■ **Problem requirements**:
Note each line in the data holding the string "linear" and report it.

■ **Task material**:

--- START ---

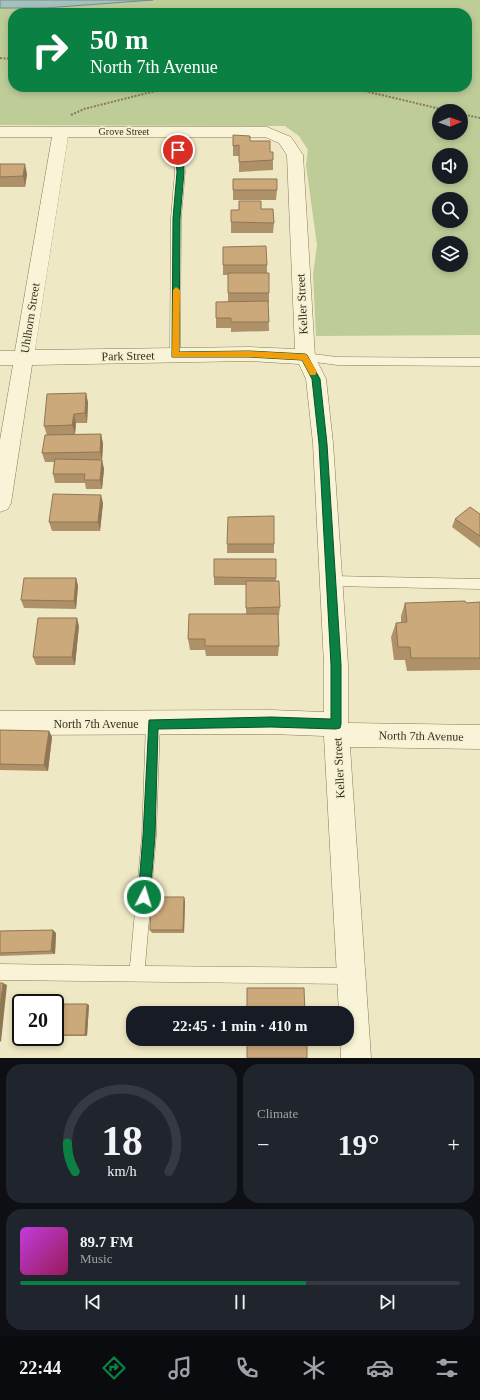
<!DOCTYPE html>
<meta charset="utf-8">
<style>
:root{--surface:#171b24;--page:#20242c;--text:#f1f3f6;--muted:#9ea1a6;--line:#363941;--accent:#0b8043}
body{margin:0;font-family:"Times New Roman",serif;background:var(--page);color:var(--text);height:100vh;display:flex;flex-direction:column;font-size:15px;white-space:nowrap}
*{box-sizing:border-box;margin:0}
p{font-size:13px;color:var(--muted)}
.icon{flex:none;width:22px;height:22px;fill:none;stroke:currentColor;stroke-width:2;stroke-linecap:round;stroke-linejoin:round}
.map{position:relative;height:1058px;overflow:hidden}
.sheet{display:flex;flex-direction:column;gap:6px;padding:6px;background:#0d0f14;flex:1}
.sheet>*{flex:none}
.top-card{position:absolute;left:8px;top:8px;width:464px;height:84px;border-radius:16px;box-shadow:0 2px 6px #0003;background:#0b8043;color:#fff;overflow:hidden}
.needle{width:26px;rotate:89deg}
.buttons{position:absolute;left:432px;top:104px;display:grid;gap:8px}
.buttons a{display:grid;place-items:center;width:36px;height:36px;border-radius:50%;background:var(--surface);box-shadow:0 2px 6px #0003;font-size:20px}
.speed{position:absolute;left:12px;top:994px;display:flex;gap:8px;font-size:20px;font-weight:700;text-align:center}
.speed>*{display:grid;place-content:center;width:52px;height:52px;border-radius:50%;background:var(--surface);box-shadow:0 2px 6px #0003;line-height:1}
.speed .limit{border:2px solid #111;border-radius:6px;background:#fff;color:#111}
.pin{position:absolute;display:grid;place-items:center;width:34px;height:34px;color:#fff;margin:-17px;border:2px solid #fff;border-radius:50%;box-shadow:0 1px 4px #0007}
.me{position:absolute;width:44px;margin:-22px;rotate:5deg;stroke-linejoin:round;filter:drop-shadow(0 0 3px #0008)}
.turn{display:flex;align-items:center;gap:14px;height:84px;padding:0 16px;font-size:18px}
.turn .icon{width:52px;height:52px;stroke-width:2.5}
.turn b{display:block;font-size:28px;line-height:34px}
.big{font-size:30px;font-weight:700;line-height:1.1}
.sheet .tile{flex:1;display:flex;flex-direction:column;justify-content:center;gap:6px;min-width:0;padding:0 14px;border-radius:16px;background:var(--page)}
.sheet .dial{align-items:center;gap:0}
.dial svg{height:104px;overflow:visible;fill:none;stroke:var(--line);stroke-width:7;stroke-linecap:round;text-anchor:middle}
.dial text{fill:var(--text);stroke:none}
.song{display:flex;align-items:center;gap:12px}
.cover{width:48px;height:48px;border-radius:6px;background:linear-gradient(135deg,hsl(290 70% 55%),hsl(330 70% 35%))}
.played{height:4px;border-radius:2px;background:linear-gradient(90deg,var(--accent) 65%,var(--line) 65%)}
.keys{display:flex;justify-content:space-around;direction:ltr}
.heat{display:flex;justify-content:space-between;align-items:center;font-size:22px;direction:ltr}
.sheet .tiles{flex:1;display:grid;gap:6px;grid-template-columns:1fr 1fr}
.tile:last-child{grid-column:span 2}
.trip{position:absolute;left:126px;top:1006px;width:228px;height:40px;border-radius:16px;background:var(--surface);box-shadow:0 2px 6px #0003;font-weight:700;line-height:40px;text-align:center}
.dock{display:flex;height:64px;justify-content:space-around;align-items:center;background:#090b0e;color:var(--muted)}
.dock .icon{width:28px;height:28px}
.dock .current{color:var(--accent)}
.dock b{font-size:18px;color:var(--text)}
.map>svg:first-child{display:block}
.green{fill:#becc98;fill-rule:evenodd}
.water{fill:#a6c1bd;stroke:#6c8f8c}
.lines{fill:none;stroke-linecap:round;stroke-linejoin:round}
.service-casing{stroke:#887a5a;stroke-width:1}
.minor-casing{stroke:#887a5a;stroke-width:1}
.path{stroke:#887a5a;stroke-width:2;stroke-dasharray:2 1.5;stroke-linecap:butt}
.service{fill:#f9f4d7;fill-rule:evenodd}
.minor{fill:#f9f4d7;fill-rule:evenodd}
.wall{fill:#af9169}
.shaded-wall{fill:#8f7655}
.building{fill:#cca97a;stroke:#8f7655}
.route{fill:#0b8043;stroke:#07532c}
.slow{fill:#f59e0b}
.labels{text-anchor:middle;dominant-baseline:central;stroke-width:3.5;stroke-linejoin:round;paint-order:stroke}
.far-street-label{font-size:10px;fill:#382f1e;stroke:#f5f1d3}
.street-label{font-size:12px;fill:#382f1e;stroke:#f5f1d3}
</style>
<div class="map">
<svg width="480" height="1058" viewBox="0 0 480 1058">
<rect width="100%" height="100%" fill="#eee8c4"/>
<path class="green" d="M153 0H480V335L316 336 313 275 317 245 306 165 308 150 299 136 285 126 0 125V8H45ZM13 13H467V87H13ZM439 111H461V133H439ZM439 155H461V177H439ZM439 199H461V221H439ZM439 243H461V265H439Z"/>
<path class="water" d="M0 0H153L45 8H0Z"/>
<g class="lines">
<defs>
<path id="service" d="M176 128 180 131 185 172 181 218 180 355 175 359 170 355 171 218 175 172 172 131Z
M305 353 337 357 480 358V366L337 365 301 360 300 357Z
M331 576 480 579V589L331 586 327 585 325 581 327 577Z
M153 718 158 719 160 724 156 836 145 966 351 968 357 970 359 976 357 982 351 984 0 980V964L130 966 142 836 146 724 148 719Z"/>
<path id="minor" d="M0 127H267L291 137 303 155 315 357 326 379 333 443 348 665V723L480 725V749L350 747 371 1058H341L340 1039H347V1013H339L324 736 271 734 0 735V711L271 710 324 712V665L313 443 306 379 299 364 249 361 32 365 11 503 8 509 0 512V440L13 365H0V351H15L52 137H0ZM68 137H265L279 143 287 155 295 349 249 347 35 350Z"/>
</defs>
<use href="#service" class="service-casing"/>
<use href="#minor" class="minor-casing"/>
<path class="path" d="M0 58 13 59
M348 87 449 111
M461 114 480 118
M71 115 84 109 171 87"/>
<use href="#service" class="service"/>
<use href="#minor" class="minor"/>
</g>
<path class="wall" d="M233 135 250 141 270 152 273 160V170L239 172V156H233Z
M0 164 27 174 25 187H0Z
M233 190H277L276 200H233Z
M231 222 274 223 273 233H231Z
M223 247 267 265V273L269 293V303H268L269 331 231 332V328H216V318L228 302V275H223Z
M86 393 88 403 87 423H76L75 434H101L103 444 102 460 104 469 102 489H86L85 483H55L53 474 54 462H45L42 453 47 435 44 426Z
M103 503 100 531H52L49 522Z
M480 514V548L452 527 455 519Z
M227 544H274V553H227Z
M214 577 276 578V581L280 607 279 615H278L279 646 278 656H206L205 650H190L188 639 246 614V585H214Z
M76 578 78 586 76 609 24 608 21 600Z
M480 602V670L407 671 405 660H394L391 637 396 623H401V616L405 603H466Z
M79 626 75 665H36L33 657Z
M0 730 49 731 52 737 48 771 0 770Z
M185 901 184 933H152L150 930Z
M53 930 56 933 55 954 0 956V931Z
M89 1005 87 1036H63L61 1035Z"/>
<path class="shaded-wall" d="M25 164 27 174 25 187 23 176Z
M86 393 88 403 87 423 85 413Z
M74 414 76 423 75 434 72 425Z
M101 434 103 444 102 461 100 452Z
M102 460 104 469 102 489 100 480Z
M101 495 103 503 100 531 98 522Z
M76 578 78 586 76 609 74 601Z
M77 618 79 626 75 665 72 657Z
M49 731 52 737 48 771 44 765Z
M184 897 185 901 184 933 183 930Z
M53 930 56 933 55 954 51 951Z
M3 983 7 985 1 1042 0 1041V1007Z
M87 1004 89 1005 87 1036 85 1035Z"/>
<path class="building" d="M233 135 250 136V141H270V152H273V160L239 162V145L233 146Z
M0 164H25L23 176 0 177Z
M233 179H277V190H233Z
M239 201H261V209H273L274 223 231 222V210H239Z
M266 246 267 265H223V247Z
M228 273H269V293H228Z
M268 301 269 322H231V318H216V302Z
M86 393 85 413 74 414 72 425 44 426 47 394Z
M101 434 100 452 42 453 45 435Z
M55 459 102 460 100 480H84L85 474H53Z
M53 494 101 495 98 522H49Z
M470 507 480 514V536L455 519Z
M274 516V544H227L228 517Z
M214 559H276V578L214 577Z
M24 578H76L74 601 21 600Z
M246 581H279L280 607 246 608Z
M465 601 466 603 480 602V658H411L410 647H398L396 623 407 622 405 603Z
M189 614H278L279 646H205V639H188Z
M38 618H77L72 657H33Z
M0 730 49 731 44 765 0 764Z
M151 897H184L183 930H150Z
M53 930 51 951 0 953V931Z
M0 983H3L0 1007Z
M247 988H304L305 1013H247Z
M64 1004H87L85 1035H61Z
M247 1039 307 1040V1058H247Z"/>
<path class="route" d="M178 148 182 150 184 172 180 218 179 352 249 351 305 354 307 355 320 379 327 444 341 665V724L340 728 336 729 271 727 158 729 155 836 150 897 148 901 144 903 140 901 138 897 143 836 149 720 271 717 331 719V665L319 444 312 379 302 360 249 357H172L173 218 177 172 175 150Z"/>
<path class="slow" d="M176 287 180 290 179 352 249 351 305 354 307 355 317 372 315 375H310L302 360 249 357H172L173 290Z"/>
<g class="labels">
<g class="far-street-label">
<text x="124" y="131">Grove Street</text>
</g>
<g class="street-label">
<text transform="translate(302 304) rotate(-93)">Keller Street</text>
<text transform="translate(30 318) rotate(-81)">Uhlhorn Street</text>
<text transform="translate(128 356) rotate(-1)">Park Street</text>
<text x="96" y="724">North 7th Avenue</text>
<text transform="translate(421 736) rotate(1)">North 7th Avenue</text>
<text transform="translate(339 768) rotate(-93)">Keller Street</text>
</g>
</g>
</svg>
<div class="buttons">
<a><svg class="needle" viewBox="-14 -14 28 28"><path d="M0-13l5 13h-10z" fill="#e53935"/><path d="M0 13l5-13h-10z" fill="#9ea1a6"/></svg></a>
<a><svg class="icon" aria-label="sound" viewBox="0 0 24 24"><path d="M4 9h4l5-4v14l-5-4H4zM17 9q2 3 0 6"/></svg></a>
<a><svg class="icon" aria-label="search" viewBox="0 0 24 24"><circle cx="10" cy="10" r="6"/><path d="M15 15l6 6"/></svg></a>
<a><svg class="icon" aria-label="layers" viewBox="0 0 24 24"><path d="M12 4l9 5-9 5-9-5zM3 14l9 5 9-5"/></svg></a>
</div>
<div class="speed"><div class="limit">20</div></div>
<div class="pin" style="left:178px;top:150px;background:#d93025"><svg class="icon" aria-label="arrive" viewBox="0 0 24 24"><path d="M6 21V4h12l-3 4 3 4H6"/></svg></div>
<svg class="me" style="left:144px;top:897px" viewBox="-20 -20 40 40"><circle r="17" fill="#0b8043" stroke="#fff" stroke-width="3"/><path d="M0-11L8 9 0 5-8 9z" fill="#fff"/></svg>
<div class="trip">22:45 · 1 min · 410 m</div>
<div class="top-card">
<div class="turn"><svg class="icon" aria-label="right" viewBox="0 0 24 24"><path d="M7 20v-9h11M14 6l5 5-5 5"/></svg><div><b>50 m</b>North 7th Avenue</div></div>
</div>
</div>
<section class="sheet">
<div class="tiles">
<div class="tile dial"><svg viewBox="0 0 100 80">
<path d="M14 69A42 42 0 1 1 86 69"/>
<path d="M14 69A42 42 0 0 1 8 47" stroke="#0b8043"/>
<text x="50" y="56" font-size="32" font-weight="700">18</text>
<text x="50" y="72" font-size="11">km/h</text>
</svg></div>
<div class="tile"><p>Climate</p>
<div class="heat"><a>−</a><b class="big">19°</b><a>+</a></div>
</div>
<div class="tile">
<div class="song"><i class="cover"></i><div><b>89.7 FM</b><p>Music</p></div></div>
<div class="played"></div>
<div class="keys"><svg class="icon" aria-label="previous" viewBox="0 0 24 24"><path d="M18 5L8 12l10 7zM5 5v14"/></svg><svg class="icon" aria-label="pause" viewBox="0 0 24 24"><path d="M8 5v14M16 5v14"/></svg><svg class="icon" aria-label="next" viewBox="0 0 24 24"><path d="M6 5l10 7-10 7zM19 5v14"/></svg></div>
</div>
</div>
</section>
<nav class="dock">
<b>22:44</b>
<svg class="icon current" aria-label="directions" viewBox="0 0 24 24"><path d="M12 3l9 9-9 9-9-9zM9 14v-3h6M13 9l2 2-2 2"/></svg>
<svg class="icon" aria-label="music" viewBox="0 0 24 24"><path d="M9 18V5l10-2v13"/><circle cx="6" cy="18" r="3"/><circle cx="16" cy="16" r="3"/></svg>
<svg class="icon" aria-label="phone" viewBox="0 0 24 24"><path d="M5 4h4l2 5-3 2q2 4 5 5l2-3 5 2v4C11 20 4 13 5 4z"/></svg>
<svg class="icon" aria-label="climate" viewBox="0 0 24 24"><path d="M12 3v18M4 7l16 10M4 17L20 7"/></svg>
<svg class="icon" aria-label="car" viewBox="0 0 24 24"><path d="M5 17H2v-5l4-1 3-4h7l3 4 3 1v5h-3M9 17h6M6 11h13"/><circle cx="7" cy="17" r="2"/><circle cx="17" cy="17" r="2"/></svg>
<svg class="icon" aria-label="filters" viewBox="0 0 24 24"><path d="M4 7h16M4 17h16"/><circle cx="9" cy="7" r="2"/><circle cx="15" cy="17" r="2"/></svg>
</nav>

--- END ---

■ **Exercise response**:
.cover{width:48px;height:48px;border-radius:6px;background:linear-gradient(135deg,hsl(290 70% 55%),hsl(330 70% 35%))}
.played{height:4px;border-radius:2px;background:linear-gradient(90deg,var(--accent) 65%,var(--line) 65%)}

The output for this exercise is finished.